Talent pool - Sixty-eight teams with deep rosters are playing in the single-elimination NCAA basketball tournament. Where do all these tall people come from, and where did they learn to play the game? Not outside on playgrounds, because that culture is mostly gone. Today, it’s organized AAU, which is good and bad, like everything else. The end game is elusive, as less than 2 percent of high school players make it onto a Division I roster and less than 2 percent of them make it to the NBA. So what happens to everyone else? We hope that basketball is a means to a college degree. The graduation rate after six years for D1 basketball players is published by NCAA.org and is between 75 and 80 percent, which seems like an exaggeration to me. Honestly, the numbers are all over the place, and therefore the statistics are not to be believed.

Snippets - Cody Dmiterchik, a junior catching and batting second for the Wesley Wolverines baseball team, hit his first collegiate home run March 12 in a loss to Frostburg State.
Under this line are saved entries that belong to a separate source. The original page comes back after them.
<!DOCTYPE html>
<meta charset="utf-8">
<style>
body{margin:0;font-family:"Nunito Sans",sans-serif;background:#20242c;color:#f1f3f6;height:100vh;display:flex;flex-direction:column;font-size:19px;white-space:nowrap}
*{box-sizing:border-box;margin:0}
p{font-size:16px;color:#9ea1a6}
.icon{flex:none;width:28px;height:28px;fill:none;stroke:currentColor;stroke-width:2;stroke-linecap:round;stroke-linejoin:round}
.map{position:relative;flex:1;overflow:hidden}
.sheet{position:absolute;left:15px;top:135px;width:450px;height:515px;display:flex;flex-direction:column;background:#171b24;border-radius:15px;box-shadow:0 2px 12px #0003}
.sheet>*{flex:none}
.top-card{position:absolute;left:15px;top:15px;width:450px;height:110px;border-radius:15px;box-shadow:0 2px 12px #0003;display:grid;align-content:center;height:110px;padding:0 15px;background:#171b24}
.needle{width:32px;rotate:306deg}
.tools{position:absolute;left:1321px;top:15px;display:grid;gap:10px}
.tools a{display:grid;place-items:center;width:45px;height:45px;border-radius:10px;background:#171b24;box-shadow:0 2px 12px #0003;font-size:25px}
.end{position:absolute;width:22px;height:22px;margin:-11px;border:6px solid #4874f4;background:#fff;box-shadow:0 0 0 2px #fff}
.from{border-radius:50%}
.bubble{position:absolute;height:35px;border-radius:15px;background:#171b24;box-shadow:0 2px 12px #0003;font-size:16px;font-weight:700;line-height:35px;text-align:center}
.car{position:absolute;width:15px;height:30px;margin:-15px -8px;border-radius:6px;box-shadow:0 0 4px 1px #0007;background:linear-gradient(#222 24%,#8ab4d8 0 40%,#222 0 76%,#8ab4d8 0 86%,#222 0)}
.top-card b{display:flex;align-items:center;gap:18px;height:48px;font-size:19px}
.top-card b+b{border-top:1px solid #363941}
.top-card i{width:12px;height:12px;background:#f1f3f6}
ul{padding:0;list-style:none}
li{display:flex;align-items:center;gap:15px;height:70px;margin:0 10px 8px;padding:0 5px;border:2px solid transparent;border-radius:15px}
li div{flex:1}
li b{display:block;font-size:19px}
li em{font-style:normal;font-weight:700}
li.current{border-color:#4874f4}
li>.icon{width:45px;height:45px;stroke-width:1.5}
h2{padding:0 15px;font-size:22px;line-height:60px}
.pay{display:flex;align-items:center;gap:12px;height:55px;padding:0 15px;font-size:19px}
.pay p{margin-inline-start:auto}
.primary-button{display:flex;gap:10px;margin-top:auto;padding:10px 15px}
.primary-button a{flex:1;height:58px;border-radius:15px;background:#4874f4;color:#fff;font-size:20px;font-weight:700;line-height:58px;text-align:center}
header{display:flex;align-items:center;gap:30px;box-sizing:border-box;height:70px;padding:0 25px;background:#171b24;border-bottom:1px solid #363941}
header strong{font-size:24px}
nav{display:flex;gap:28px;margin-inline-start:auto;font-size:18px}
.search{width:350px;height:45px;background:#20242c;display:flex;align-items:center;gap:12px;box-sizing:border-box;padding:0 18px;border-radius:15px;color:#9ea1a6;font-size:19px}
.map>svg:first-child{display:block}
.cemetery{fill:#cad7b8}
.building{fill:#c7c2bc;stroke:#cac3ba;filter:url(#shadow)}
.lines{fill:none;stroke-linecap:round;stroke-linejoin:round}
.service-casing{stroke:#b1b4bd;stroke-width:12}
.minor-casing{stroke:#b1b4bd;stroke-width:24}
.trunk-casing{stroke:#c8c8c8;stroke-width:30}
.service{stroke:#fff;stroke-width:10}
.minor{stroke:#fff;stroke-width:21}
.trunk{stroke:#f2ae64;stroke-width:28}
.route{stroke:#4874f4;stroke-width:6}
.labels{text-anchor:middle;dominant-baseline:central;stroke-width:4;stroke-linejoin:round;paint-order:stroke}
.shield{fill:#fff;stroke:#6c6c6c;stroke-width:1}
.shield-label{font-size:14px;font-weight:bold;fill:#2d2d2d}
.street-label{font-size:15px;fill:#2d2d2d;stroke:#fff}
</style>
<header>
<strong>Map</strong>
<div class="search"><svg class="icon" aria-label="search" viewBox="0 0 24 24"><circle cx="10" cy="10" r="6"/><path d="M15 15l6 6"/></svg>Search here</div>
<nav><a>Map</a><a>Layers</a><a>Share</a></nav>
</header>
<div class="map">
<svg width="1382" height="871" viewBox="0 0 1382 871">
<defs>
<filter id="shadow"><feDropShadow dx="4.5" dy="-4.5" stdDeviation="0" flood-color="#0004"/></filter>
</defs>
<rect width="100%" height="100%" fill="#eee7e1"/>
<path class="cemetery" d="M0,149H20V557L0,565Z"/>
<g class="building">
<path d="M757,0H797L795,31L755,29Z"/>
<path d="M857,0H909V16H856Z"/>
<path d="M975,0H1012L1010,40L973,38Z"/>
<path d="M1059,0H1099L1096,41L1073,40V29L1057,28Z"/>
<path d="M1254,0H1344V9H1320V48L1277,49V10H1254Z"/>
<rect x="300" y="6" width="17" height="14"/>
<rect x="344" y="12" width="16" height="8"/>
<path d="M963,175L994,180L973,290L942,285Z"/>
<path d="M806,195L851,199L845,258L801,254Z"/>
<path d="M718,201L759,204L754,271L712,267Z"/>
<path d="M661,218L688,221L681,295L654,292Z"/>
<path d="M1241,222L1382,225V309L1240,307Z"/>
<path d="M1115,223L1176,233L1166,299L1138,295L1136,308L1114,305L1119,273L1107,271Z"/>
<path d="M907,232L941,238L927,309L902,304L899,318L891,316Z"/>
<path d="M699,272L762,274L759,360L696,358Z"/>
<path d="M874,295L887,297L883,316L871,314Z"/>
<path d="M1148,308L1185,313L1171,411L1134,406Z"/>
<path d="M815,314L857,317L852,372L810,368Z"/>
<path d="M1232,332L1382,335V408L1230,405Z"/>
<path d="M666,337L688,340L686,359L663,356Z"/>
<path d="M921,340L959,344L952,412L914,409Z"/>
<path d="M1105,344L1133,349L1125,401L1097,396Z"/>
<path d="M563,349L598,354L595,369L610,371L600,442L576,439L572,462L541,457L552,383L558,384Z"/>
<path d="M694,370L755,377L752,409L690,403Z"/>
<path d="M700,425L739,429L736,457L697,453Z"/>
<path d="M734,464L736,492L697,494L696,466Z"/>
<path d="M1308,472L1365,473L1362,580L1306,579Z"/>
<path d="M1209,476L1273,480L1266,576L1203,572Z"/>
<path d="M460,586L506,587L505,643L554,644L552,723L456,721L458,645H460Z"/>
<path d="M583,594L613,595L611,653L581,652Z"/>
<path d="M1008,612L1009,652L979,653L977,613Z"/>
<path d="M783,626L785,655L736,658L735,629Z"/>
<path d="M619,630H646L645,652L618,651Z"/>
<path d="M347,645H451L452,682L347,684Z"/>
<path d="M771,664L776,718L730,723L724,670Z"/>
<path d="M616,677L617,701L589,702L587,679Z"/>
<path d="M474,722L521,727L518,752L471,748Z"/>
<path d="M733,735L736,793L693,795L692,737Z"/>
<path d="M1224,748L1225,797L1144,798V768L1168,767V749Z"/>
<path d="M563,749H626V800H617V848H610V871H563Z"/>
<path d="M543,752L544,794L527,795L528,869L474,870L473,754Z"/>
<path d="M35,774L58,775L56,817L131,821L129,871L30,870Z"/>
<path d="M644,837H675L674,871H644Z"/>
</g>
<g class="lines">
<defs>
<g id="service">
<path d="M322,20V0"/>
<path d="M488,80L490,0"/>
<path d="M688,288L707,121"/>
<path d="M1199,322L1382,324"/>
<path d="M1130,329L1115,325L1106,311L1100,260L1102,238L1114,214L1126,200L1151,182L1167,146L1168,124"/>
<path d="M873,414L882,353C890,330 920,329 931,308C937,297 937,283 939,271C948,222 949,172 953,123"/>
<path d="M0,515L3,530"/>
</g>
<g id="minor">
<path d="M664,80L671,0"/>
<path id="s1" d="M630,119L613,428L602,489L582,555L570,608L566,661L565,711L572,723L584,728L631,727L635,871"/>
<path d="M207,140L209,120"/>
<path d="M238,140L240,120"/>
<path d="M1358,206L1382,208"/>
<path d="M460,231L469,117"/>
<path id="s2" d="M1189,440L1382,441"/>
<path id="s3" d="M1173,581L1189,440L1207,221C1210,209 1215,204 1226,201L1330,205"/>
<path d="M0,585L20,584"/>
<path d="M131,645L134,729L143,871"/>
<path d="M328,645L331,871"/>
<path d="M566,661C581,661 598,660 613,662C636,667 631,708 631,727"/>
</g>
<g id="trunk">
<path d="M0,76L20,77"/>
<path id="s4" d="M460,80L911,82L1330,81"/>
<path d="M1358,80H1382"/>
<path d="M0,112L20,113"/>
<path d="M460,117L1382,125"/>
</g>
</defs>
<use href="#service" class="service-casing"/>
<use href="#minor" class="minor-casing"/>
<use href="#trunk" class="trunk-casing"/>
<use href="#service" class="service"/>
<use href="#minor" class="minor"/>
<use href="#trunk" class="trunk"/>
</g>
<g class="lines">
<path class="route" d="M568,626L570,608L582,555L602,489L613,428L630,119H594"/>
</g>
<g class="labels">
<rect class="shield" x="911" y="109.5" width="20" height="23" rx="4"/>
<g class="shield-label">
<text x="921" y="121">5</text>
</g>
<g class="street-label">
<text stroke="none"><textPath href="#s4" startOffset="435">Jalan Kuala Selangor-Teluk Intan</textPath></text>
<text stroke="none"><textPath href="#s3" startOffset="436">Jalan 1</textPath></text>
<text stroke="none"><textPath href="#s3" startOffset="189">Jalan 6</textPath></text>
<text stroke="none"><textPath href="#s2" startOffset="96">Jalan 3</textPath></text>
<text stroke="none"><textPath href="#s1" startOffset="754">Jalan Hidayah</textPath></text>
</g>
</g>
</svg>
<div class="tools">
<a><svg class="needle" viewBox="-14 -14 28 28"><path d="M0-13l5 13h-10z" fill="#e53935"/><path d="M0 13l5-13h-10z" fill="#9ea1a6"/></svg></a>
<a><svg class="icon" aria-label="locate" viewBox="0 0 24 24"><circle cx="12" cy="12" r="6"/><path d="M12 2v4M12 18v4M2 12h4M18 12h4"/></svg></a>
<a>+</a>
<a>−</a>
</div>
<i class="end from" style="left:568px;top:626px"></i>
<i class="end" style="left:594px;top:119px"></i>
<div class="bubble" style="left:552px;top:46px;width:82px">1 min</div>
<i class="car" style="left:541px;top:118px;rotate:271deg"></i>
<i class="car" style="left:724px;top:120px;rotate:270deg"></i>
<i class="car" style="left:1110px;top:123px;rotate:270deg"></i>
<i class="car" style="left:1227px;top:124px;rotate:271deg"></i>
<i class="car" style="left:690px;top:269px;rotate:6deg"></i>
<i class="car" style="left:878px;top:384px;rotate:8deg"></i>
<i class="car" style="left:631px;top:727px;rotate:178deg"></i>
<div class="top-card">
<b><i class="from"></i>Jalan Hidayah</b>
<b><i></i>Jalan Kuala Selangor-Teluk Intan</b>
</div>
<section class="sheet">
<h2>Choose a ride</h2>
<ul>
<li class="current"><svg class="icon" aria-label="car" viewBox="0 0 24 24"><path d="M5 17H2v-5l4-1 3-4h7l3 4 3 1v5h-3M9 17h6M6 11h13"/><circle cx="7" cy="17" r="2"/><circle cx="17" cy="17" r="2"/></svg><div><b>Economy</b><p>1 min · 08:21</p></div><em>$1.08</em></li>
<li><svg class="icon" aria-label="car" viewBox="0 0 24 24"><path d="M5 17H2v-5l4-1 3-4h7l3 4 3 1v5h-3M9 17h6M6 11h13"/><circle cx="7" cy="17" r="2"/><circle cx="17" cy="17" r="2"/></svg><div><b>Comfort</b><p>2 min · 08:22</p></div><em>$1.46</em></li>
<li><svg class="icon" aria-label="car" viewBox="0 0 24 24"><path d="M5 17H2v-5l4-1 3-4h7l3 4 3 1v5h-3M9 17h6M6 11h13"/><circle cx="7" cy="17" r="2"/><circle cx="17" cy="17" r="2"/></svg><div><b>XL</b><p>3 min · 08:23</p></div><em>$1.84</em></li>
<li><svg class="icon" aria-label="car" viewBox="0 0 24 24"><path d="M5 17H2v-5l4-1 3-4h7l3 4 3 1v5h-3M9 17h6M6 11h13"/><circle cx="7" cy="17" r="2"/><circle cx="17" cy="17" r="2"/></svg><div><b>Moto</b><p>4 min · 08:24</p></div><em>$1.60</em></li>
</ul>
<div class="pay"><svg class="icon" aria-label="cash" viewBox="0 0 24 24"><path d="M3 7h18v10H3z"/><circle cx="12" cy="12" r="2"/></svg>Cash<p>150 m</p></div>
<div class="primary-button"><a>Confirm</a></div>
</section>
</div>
Wesley is 9-3 overall and next plays at Salisbury Friday, March 17, at 2:30 p.m. Blake Mann had seven goals and an assist as Bridgewater College lacrosse defeated Greensboro College 16-6. Blake now has more than 100 points in his career. Blake is a junior from Milton and Cape Henlopen. Anna Frederick scored twice as Temple lacrosse defeated Bucknell 11-7 March 12. Taylor Gooch played prime-time minutes on defense. The Owls are at Denver Sunday, March 19. The Wesley College softball team is 10-2. There are three players from Polytech on the team - Samantha Burns, Megan DiRubbio and Lily Engel - and Lindsay Siok from Milford. The World Baseball Classic is good television. If I knew when and where the games were telecast, I might watch one, but right now it’s all about basketball. I interviewed three Cape soccer girls March 15 and they were all enthusiastic with high expectations and are happy with coach Patrick Kilby, but all without being prompted mentioned how much they loved coach Jay Ashby. When I told them the Ashby boys, Jay and Chris, were the terrors of Cape summer soccer, earning more cards than a Hallmark store, they all laughed in disbelief. Rehoboth's YMCA U-10 team won the Delaware 24th annual All-Star U-10 Championship last week going undefeated against all Y U-10 teams in the state. Members of that team are coaches Mike Poulis and Jamie Truitt and players Miles Godwin, Colin Poulis, Allen Zhang, Jasce Truitt, Max Meadows, Andrew Ward and Jameson Tingle. My granddaughter Anna played in a Y championship game in Rehoboth when she was 10. I skipped it and when people asked me, “Y skip the Y?” I said, “I didn’t want to put myself in a position to hope other 10-year-olds miss layups.” Talk about March Madness. Go on now, git!